On June 23, 2009, ReceptoPharm submitted a motion to dismiss Plaintiffs' new
claim for breach of fiduciary duty, contending that Plaintiffs had failed to
state a cause of action either for breach of fiduciary duty or for breach of
contract.
On July
22, 2009, during the pendency of ReceptoPharm's motion to dismiss, Plaintiffs
moved to further amend their amended complaint, seeking leave to assert claims
for breach of contract related to an additional 1,214,800 shares of ReceptoPharm
stock. Plaintiffs' proposed new claim contends that Receptopharm
prevented Plaintiffs from exercising their dissenting shareholders' rights
regarding the 1,214,800 shares. ReceptoPharm opposed Plaintiffs' motion for
leave to further amend their amended complaint on multiple independent grounds.

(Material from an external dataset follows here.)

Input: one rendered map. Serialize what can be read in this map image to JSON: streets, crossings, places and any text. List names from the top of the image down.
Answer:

By decision and order dated August 12, 2009, the New York Supreme Court, Queens
County, denied ReceptoPharm's June 23, 2009 motion to dismiss. The Court
determined that even though Plaintiffs had not stated a claim for breach of
contract or breach of fiduciary duty, they had stated an equitable claim for
"wrongful cancellation of stock certificates". On September 22, 2009,
Receptopharm simultaneously moved to renew and reargue the Queens County Supreme
Court's denial of its motion to dismiss, and filed a notice of appeal regarding
that denial, contending that the Court either misapprehended or overlooked
certain factual and legal issues in arriving at its decision. In separate
October 13, 2009 decisions, the Queens County Supreme Court denied Plaintiffs'
motion to further amend their amended complaint to assert claims regarding the
additional 1,214,800 shares of Receptopharm stock, and granted ReceptoPharm's
motion to renew and reargue the Court’s decision on its motion to dismiss.

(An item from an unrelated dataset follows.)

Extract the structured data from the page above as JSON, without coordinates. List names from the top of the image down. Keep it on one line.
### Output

However, the Court’s denial of Plaintiffs' motion to further amend was without
prejudice to renewal and Plaintiffs may once again move to amend their amended
complaint, provided they adhere to certain technical prerequisites. Furthermore,
while the Court granted ReceptoPharm's motion to renew and reargue the motion to
dismiss, it then once again denied the motion to dismiss upon renewal and
reargument. Accordingly, Receptopharm filed a notice of appeal with respect to
the Court's decision on renewal and reargument, and will move to consolidate the
renewal/reargument appeal with the pending appeal of the underlying decision on
the motion to dismiss. Discovery in this matter has commenced, but
the parties have only exchanged initial documents and no depositions have yet
taken place. We intend to vigorously contest this matter.
17
There are
no other legal proceedings that occurred during our Fiscal Quarter ending
September 30, 2009 that are reportable.
Item
1A. Risk Factors
As a
Smaller Reporting Company, we are not required to provide the information
required by this item; however, our disclosure under Forward Looking Statements
above on page 10 of this report contains various risks that we are subject
to.
Item
2. Unregistered Sales of Equity Securities and Use of Proceeds
From July
1, 2009 through September 30, 2009, we sold 9,175,000 shares of our common stock
to five (5) accredited investors at a price of $0.025 for aggregate
proceeds of $229,375. We also granted one (1) warrant for each share
sold, which gives each accredited investor the right to purchase one (1)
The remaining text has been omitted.